Ознакомительная версия. Доступно 16 страниц из 78
Бывало, оказывался он на земле с вывихнутым плечом, с переломанными ребрами или ногами. С головы до пят он весь был в отметинах, и, хотя не каждая была видна, сам Клинт всегда чувствовал, где и как над ним «поработали» лошади, – где они ему что-нибудь сломали, вывихнули, а когда крепко порастрясли. От случая до случая проходило время, и некоторые увечья успевали зажить, но часто Клинта калечили в одном и том же месте снова и снова, так что были у него раны, которые никогда не залечивались до конца. Как говаривал Клинт, он чувствовал порой себя развинченным, точно старые часы, и ждал того дня, когда какой-нибудь бешеный черт оборвет его пружину и грохнет его о землю так, что не собрать будет частей.

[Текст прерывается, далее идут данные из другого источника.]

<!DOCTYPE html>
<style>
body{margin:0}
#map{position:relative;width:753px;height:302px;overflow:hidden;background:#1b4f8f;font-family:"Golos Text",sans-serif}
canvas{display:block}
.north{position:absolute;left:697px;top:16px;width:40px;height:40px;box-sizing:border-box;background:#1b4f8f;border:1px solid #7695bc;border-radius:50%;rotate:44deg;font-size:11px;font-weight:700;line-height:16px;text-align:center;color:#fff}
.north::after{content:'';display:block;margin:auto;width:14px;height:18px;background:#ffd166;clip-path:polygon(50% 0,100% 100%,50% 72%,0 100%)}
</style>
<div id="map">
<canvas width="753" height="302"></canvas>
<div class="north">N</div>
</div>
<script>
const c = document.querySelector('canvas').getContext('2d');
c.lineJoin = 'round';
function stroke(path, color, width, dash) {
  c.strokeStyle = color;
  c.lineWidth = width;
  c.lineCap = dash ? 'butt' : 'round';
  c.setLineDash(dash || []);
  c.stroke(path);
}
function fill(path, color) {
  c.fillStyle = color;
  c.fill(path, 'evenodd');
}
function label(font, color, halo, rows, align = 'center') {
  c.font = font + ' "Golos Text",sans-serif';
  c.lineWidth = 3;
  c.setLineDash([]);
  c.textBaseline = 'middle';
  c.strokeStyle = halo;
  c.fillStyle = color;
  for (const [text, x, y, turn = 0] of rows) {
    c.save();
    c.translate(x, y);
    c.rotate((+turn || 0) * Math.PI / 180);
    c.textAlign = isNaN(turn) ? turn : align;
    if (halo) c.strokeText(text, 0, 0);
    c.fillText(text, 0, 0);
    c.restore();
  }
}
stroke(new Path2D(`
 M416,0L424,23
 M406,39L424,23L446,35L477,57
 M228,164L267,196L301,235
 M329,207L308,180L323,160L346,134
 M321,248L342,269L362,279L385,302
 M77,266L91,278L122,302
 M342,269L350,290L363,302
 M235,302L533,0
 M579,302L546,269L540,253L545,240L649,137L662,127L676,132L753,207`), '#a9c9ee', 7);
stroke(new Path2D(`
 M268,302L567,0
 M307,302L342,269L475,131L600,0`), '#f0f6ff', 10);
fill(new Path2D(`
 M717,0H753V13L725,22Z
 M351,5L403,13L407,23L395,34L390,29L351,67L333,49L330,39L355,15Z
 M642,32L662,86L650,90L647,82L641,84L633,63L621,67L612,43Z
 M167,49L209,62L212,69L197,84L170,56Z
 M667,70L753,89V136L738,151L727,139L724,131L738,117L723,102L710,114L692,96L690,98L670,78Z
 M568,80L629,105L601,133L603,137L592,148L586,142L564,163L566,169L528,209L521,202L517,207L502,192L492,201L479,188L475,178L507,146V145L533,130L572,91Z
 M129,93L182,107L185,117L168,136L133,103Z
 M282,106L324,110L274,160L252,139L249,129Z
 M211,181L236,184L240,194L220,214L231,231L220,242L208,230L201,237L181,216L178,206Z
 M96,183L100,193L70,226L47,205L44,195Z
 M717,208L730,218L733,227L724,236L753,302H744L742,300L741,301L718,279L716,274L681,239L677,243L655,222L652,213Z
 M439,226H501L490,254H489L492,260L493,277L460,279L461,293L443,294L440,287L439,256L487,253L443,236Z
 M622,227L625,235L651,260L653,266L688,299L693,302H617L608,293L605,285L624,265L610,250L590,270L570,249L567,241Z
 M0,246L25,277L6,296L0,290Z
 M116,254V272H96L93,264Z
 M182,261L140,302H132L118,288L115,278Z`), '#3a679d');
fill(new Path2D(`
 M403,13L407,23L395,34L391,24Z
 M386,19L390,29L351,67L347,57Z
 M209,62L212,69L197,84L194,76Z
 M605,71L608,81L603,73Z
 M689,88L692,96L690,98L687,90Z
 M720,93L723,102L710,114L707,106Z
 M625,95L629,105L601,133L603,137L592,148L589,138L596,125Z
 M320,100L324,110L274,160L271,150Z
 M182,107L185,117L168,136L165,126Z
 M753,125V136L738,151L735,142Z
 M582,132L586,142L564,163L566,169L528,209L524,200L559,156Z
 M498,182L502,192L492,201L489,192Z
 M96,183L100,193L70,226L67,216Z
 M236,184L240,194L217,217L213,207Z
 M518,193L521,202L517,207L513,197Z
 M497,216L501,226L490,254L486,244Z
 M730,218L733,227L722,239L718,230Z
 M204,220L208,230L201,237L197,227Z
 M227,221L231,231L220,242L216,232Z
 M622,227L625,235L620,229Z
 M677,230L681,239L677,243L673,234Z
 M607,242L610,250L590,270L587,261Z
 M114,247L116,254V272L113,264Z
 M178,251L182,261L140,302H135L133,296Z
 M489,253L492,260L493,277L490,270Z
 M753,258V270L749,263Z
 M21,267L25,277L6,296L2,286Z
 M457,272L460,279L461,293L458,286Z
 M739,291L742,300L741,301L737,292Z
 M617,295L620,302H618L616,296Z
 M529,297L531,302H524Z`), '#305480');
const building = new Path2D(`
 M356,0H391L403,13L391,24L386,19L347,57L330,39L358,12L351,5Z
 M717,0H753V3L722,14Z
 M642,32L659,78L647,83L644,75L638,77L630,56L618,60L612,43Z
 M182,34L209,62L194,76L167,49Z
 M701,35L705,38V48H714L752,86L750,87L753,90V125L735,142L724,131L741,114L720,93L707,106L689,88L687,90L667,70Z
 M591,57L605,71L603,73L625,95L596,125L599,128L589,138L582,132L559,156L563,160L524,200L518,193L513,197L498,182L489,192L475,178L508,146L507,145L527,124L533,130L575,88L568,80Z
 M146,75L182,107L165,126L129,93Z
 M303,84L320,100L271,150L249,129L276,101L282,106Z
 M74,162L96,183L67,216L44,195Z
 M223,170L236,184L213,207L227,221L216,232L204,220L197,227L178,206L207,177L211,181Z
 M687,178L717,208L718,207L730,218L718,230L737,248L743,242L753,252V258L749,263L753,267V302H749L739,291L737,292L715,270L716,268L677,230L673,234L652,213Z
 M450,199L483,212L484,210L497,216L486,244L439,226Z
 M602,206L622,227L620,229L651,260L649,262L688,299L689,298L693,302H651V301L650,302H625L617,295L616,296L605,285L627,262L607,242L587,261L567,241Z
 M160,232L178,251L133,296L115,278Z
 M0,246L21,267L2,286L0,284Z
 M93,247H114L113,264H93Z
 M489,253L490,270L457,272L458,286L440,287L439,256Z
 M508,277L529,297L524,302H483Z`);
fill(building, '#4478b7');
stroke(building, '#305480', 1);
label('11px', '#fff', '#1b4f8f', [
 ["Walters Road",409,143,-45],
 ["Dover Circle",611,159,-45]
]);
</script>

Клинт начал объезжать дичков еще мальчиком, и потому в тридцать лет он был видавшим виды старым ковбоем. Компания, где он служил объездчиком, была так велика, что лошади работали в среднем только четыре месяца в году, да и то в эти четыре месяца на лошадях, пошедших в объездку, удавалось сидеть всего по четыре-пять часов раз в три дня. Работать на готовых лошадях с рогатым скотом, конечно, легче. А тут люди рано рассыпались в куски – лошади были гладки. Но жалоб не было: ведь никто на свете так не любит гладких, сильных лошадей, как ковбой. Правда, лошади часто не хотели вести себя смирно и старались повытрясти зубы изо рта у своих седоков. Но такими их и любит ковбой, его гордость – иметь под собой сумасшедшую лошадь, в которой здоровья побольше, чем в старом, разбитом одре. Со временем все это скажется, но и тогда на лице ковбоя будет усмешка, гордая усмешка при мысли о том, что никогда и никто не видал его на лошади, не стоящей настоящего ковбоя.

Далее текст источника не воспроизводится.